2009年6月15日月曜日

東京デスロック Love (桜美林バージョン)

14/06/2009 マチネ

2年前の初演時に比べて、やってることに自信が満ちて、良い意味で生硬さが抜け、豊かな再演になったと思う。明らかに倍音が増えて、音色が豊かになっていた。

初演時に思ってたことは、ちょっと長いけど、こんなこと。
http://tokyofringeaddict.blogspot.com/2007/10/love3.html

(以下、抜粋)***********************
「LOVE」では、その3人の「世界」「背景」すらも取り去った状態から芝居が始まる。背景の無い剥き出しの身体を舞台に載せたところで、どうやって虚構を紡ぐことができるのか。(中略)虚構の梃子の支点は、次の2つ:
①音楽。「これ、誰がかけたんだ?」と考える、つまり、何らかの意図を感じた途端に、世界が広がる。
②夏目登場。この男の、まるっきりコンテクストに囚われない立ちは何なんだ?強烈に色んなことを考えてしまう。

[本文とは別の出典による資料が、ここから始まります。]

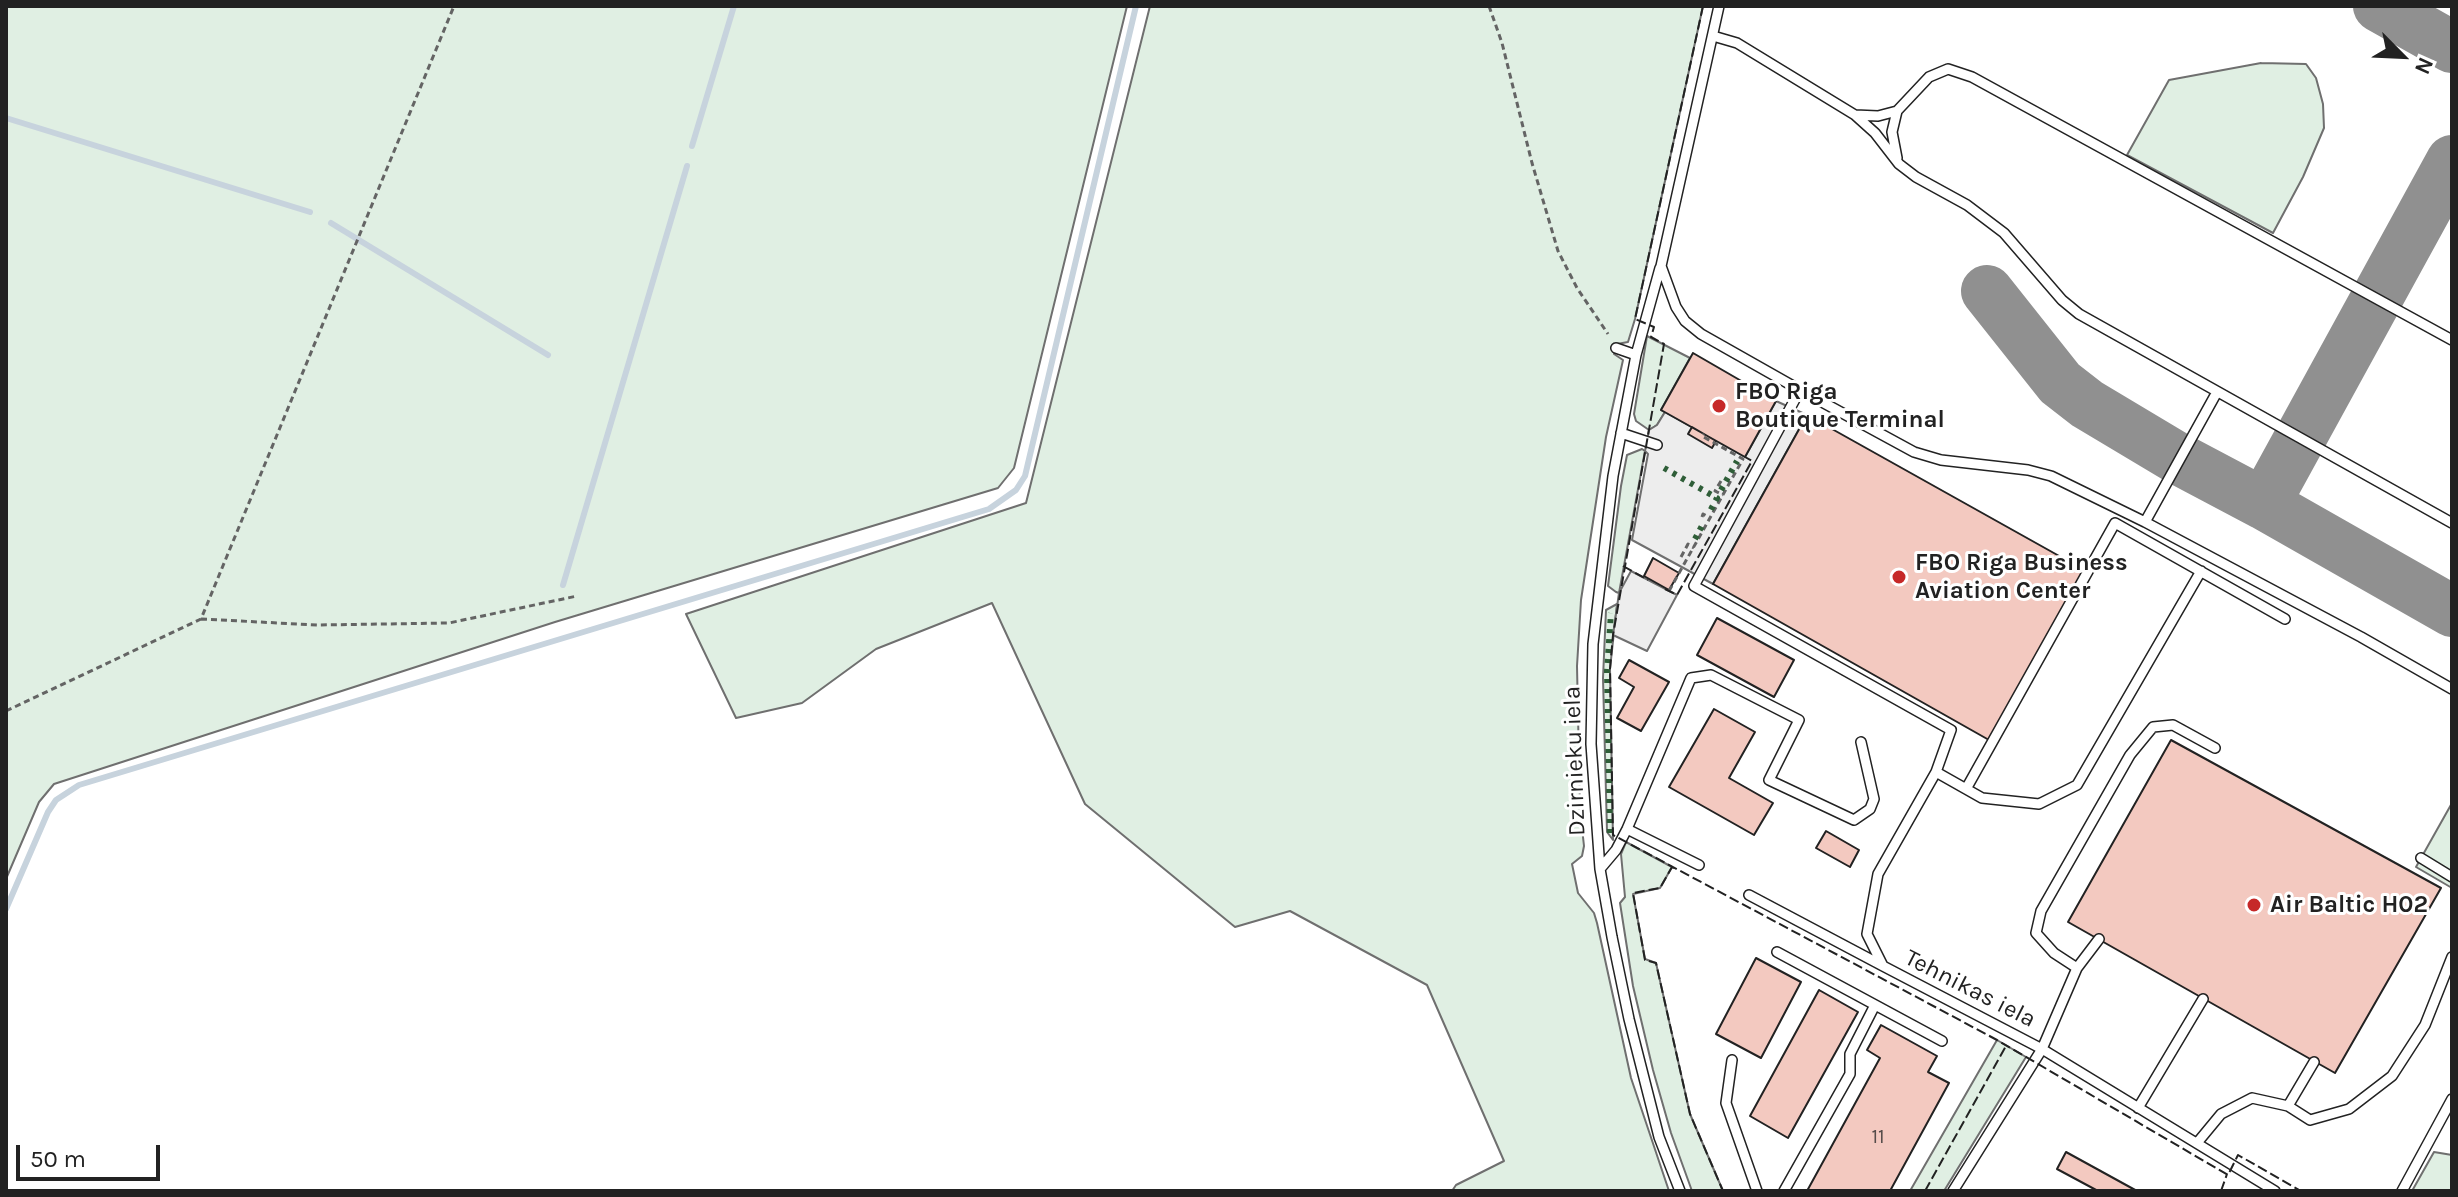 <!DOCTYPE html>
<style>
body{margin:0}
#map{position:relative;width:2458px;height:1197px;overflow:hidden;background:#fff;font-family:Karla,sans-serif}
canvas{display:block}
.frame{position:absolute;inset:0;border:8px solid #222;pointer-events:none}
.north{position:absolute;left:2362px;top:16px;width:80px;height:80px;-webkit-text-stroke:6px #fff;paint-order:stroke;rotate:114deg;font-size:22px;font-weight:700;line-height:32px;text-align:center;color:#222}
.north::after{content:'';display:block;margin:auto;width:28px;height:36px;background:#222;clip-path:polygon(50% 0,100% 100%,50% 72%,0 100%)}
.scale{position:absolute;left:16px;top:1145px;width:144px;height:36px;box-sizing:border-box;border:4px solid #222;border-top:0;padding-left:10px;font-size:24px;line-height:28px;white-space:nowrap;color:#222;-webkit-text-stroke:6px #fff;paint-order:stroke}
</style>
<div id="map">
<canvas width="2458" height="1197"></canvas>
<div class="frame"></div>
<div class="north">N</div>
<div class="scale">50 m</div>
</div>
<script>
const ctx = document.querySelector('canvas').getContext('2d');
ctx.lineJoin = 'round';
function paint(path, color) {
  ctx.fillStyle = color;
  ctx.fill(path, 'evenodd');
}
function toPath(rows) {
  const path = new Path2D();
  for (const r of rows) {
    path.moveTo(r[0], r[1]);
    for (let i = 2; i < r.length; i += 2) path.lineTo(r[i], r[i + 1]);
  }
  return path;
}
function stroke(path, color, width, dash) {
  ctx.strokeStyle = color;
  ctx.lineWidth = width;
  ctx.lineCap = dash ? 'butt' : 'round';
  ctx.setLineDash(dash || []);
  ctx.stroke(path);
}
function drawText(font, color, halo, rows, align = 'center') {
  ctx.font = font + ' Karla,sans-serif';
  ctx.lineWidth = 6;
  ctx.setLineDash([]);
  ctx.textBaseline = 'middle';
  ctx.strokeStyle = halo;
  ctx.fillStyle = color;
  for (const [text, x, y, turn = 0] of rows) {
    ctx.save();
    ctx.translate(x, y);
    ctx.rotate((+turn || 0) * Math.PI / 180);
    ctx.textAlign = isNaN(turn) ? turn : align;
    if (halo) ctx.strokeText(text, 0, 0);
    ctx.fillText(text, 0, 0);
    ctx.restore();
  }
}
const green = toPath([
 [6,6,1127,6,1014,468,998,488,555,622,54,784,39,802,6,879,6,6],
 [1150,6,1703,6,1635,319,1628,342,1617,344,1614,354,1623,360,1606,437,1581,600,1577,666,1580,810,1584,846,1582,856,1572,864,1578,893,1594,913,1597,923,1631,1078,1669,1191,1452,1191,1456,1185,1504,1161,1427,985,1290,911,1235,927,1085,804,992,603,876,649,802,703,736,718,686,614,1026,503,1150,6],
 [2261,63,2306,64,2316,78,2323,104,2324,128,2303,177,2273,233,2127,155,2169,80,2261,63],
 [1647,336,1690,358,1661,410,1665,412,1657,425,1649,430,1636,421,1634,414,1647,336],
 [1642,449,1645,451,1619,593,1616,592,1608,586,1621,486,1627,455,1642,449],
 [1617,604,1610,669,1613,840,1607,832,1603,678,1606,610,1617,604],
 [2452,803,2452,888,2416,867,2452,803],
 [1626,842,1672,867,1660,888,1633,894,1645,959,1656,963,1690,1114,1723,1191,1692,1191,1671,1133,1653,1070,1633,986,1620,903,1625,897,1621,854,1626,842],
 [1997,1040,2026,1057,1944,1191,1910,1191,1997,1040],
 [2434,1152,2452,1155,2452,1191,2412,1191,2434,1152]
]);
paint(green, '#e0efe3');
stroke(green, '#6f6f6f', 2);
const parking = toPath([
 [1776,401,1807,415,1713,584,1632,540,1648,454,1645,451,1649,430,1657,425,1665,412,1745,457,1776,401],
 [1631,571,1677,595,1647,651,1613,635,1619,593,1631,571]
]);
paint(parking, '#ededed');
stroke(parking, '#6f6f6f', 2);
stroke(toPath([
 [6,118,310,212],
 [692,146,734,6],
 [331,223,548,355],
 [563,585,687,166],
 [6,909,48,812,56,800,79,785,989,509,1016,490,1025,476,1136,6]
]), '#c7d3dd', 6);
stroke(toPath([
 [2379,6,2452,47],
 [1987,291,2060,383,2087,404,2179,459,2264,504,2452,611],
 [2264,504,2452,161]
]), '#909090', 52);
const building = toPath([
 [1693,353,1776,401,1745,457,1661,410,1693,353],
 [1807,415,2086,571,1989,740,1713,584,1807,415],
 [1692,427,1716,441,1712,448,1688,434,1692,427],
 [1653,558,1679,573,1669,590,1644,576,1653,558],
 [1717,618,1794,660,1774,697,1697,655,1717,618],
 [1629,660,1669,682,1641,731,1617,718,1634,687,1619,678,1629,660],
 [1714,709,1755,732,1729,778,1773,803,1754,835,1669,787,1714,709],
 [2171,740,2441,888,2335,1073,2068,922,2171,740],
 [1826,831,1859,850,1850,867,1816,848,1826,831],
 [1756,958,1801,982,1761,1058,1716,1034,1756,958],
 [1819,990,1858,1012,1788,1138,1750,1116,1819,990],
 [1881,1025,1937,1056,1928,1072,1949,1083,1890,1191,1807,1191,1880,1058,1867,1050,1881,1025],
 [2066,1152,2137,1191,2098,1191,2057,1169,2066,1152]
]);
paint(building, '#f3c9c0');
stroke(building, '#222', 2);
const lane = toPath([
 [1719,6,1661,266,1676,307,1685,321,1701,334,1800,390,1694,586,1951,730,1936,772],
 [1713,36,1737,43,1855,115,1875,133,1899,164,1916,177,1967,205,2004,233,2062,300,2079,314,2452,523],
 [1897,111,1892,132,1897,158],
 [1855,115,1878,116,1897,111,1929,77,1948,69,1972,77,2452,340],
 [1660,268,1636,355,1613,476,1593,644,1591,744,1600,869,1612,937,1629,1019,1659,1137,1680,1191],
 [1616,348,1636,355],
 [1800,390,1914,452,1941,460,2028,470,2051,476,2145,522,2217,392],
 [1621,433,1657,445],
 [2145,522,2361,637,2452,689],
 [2201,571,2077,785,2039,804,1982,798,1936,772,1878,874,1867,934,1883,966,2042,1049,2275,1191],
 [1966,789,2115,523,2285,619],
 [1627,829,1699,865],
 [2421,858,2452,877],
 [1600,869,1616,850,1627,829,1691,678,1711,675,1799,720,1769,780,1854,820,1870,809,1874,799,1861,742],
 [1749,895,1883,966],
 [1777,952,1942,1041],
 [2077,968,2054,953,2036,933,2041,911,2130,755,2153,727,2173,725,2215,748],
 [1732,1060,1726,1103,1757,1191],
 [2288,1106,2314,1062],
 [2138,1108,2203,999],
 [2197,1143,2221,1114,2252,1098,2288,1106,2310,1120,2349,1109,2392,1076,2425,1025,2452,957],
 [1784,1191,1850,1074,1850,1054,1875,1005],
 [1953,1191,2042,1049,2077,968,2099,939],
 [2402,1191,2452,1099]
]);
stroke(lane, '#222', 12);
stroke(toPath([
 [1489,6,1502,43,1532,163,1558,251,1577,288,1608,334],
 [1721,481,1715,491,1723,495],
 [1702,517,1703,514,1710,518],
 [1681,557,1688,544,1694,548],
 [1669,591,1743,459,1702,436,1704,434],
 [201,619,317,625,449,623,577,596],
 [6,711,201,619,454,6]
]), '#646464', 3, [6, 4]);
stroke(lane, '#fff', 9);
stroke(toPath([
 [1664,468,1717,498,1709,513],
 [1721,490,1737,461],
 [1695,539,1704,522],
 [1610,833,1607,671,1611,613]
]), '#2f5e38', 6, [4, 6]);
stroke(toPath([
 [1703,6,1635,319,1654,327,1651,337,1664,344,1613,635,1610,669,1613,835,1997,1040,2228,1175,2238,1155,2301,1191],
 [1623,566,1648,580],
 [1665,589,1677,595,1752,461,1745,457],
 [1674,868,1672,867,1660,888,1633,893,1645,960,1656,963,1690,1114,1723,1191],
 [1925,1191,2006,1046],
 [2221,1191,2227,1174]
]), '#222', 2, [10, 4]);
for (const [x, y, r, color] of [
 [1719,406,8,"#c62828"],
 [1899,577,8,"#c62828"],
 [2254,905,8,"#c62828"]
]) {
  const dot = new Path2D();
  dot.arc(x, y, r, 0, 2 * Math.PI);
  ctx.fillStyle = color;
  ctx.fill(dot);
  stroke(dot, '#fff', 3);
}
drawText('20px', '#564c4a', null, [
 ["11",1878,1137]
]);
drawText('bold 24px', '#222', '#fff', [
 ["FBO Riga",1735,392],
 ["Boutique Terminal",1735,420],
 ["FBO Riga Business",1915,563],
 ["Aviation Center",1915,591],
 ["Air Baltic H02",2270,905]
], 'left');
drawText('24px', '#222', '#fff', [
 ["Dzirnieku iela",1575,761,-92],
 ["Tehnikas iela",1970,989,27]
]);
</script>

"LOVE"においては、観客は、すごく少ない小さなチャンスに自分の想像力を賭けることを強いられているのではないかと。少なくとも僕はそう感じた訳です。そういうきっかけを探しに行かないと入り込めないように出来ているのではないかと。

多田氏は、そうやって勝手な想像力が膨らむことを観客に許す。いや、勝手に膨らませることを強要する。そのための仕掛けだけはちょっとだけ残しといてくれている。その「ちょっとだけ」が、どんどんデスロックの芝居から剥ぎ取られていく。
(抜粋おわり)***********************

豊かになったってことは、観客が妄想力・想像力を働かせるきっかけが、役者の立ちも関係のとり方も、色んなものひっくるめて、多くなったんじゃないか、ってことだと思う。剥ぎ取ったところから、逆に豊かなものが、「寄り添うべき物語・設定等々」を介さずとも、妄想の枝葉に繋がってくれる。そして、そういうきっかけを散りばめても、「ありがち」にいかないように気配りがしてあって。なんか、すげーなー。
芝居って、楽しいよなー。 そう思ったんです。